TASK MATERIAL –
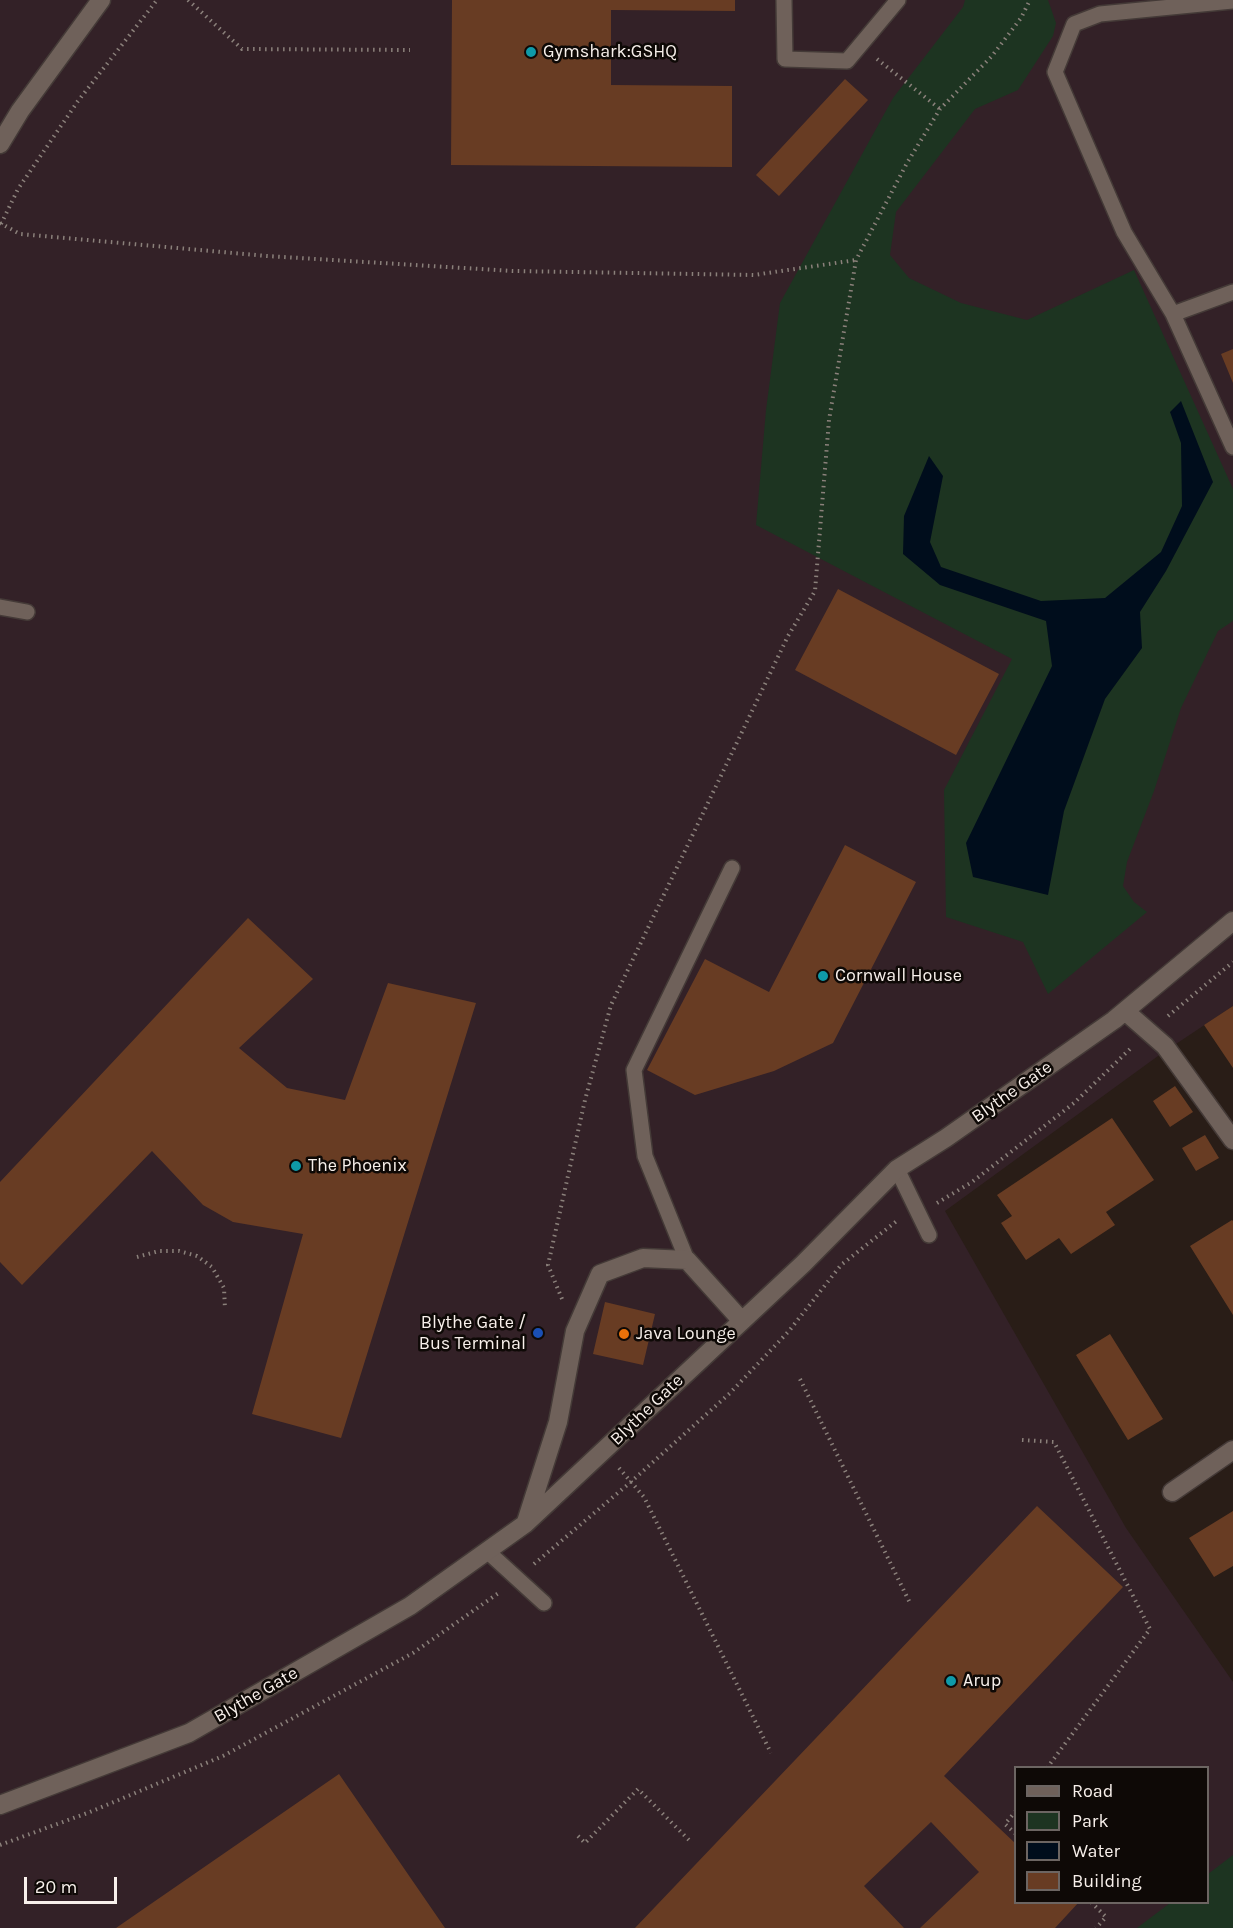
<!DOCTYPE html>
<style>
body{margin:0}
#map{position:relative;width:1233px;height:1928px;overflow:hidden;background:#291d17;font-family:Karla,sans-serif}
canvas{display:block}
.legend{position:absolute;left:1014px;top:1766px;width:195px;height:138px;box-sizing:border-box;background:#0e0906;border:2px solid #6c6562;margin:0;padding:8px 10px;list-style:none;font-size:18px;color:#f8f0eb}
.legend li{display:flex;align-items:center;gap:12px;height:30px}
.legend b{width:30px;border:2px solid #6c6562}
.scale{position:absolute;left:24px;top:1877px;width:93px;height:27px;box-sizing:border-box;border:3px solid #f8f0eb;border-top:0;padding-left:8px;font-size:18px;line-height:21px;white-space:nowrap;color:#f8f0eb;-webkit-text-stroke:4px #0e0906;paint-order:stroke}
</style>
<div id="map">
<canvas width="1233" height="1928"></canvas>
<ul class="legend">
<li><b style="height:8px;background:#6f615a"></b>Road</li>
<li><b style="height:16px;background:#1d3421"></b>Park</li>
<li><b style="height:16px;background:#000d1c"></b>Water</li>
<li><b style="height:16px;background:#683c23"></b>Building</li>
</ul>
<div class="scale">20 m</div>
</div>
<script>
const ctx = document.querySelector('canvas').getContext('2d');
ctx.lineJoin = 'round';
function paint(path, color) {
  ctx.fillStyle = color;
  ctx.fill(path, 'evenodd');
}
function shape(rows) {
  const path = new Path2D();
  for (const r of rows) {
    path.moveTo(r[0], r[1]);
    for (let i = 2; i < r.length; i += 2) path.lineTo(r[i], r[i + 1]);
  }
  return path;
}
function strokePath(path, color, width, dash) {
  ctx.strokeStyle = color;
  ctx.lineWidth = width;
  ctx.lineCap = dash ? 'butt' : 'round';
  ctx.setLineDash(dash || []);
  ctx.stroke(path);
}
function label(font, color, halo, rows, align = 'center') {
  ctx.font = font + ' Karla,sans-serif';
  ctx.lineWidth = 5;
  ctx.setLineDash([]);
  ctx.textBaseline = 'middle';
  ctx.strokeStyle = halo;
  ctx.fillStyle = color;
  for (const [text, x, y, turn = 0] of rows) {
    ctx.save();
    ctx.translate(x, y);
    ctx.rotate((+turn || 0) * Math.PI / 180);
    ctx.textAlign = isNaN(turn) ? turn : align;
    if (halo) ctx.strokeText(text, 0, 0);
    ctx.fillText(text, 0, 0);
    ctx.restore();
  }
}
paint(shape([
 [0,0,1233,0,1233,1006,1158,1056,945,1211,1126,1528,1233,1682,1233,1856,1208,1875,1208,1768,1016,1768,1016,1902,1171,1903,1139,1928,0,1928]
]), '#332127');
paint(shape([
 [965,0,1048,0,1056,23,1053,36,1018,90,975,109,896,212,890,255,909,278,961,303,1027,320,1134,270,1233,489,1233,621,1218,631,1181,708,1154,791,1127,862,1123,886,1134,902,1147,912,1048,994,1023,942,946,917,944,790,1012,659,756,525,766,410,780,303,893,98,963,7],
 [1233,1855,1233,1928,1137,1928,1170,1903,1208,1902,1208,1874]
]), '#1d3421');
paint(shape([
 [1181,401,1213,482,1166,571,1140,612,1142,648,1105,699,1064,811,1048,895,973,877,966,843,1052,666,1046,621,940,585,903,554,904,516,929,456,943,476,930,542,941,567,1041,601,1105,598,1161,552,1182,506,1181,443,1170,412]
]), '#000d1c');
paint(shape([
 [452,0,735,0,735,11,611,10,611,85,732,86,732,167,451,165],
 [845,79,868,100,779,196,756,175],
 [1233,349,1233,383,1221,354],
 [838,589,999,674,956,755,795,670],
 [845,845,916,882,833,1043,774,1071,695,1095,647,1070,705,959,769,992],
 [248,918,313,979,239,1048,287,1088,345,1100,388,983,476,1003,341,1438,252,1414,303,1234,233,1222,203,1205,152,1151,22,1285,0,1262,0,1182],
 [1233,1006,1233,1068,1204,1025],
 [1175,1086,1193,1112,1170,1127,1153,1101],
 [1112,1118,1154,1180,1106,1212,1115,1225,1071,1254,1059,1238,1026,1260,1001,1223,1012,1216,997,1195],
 [1205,1135,1219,1158,1196,1171,1182,1148],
 [1232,1220,1233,1221,1233,1315,1190,1246],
 [605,1302,655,1314,643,1365,593,1354],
 [1110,1334,1163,1419,1128,1440,1076,1355],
 [1037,1506,1123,1587,944,1776,1016,1844,1016,1902,1079,1902,1055,1928,920,1928,979,1872,931,1822,864,1886,904,1928,635,1928],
 [1233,1511,1233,1566,1214,1577,1189,1538],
 [339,1774,445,1928,116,1928]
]), '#683c23');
const service = shape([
 [784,0,785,59,847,61,898,0],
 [1233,1,1100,14,1074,24,1055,72,1124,232,1173,314,1233,447],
 [1173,314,1233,292],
 [0,607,27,612],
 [897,1169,929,1235],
 [687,1260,645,1156,634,1070,732,868],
 [487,1551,544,1603]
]);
const minor = shape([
 [0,144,20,111,101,0],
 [1125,1011,1165,1046,1233,1140],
 [1172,1492,1233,1450],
 [526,1522,558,1422,575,1331,600,1274,643,1258,687,1260,741,1320],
 [0,1805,189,1733,410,1606,525,1524,803,1264,897,1169,946,1138,1114,1020,1233,921]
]);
strokePath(service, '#443a37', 18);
strokePath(minor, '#443a37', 21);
strokePath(shape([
 [188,0,242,49,410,50],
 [877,59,940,109],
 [0,223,20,234,267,256,513,271,754,275,856,260],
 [1,224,18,189,78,101,157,0],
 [1168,1016,1233,962],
 [937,1203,972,1182,1074,1103,1130,1049],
 [137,1257,159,1251,179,1251,197,1256,212,1267,224,1288,225,1309],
 [562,1299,548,1265,585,1100,611,1005,788,636,815,591,829,420,856,260,907,163,940,109,992,56,1021,18,1030,0],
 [800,1379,910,1603],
 [1022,1440,1054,1442,1150,1629,1047,1768],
 [619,1468,644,1497,771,1753],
 [534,1564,632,1481,730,1393,789,1331,841,1265,898,1220],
 [1016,1811,1005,1824,1016,1834],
 [578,1836,585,1843,638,1789,689,1840],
 [0,1845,90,1812,223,1756,413,1653,500,1592],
 [1091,1902,1106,1917,1096,1928]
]), '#8b817b', 4, [1.5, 4.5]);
strokePath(service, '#6f615a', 15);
strokePath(minor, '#6f615a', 18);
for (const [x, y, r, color] of [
 [531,52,6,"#0f9aa8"],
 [823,976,6,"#0f9aa8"],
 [296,1166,6,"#0f9aa8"],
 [538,1333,6,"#1a4fb4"],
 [624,1334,6,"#e8710a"],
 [951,1681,6,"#0f9aa8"]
]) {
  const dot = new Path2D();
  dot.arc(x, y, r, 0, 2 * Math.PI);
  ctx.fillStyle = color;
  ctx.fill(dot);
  strokePath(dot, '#0e0906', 2);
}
label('18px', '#f8f0eb', '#0e0906', [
 ["Gymshark:GSHQ",543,52],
 ["Cornwall House",835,976],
 ["The Phoenix",308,1166],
 ["Blythe Gate /",526,1323,"right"],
 ["Bus Terminal",526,1344,"right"],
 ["Java Lounge",636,1334],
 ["Arup",963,1681]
], 'left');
label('18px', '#f8f0eb', '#0e0906', [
 ["Blythe Gate",1012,1092,-35],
 ["Blythe Gate",647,1410,-44],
 ["Blythe Gate",256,1695,-30]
]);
</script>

WHAT TO PRODUCE –
Check each line of the listing above, and copy it if it contains the word "strokeStyle".

OUTPUT OF THE EXERCISE –
  ctx.strokeStyle = color;
  ctx.strokeStyle = halo;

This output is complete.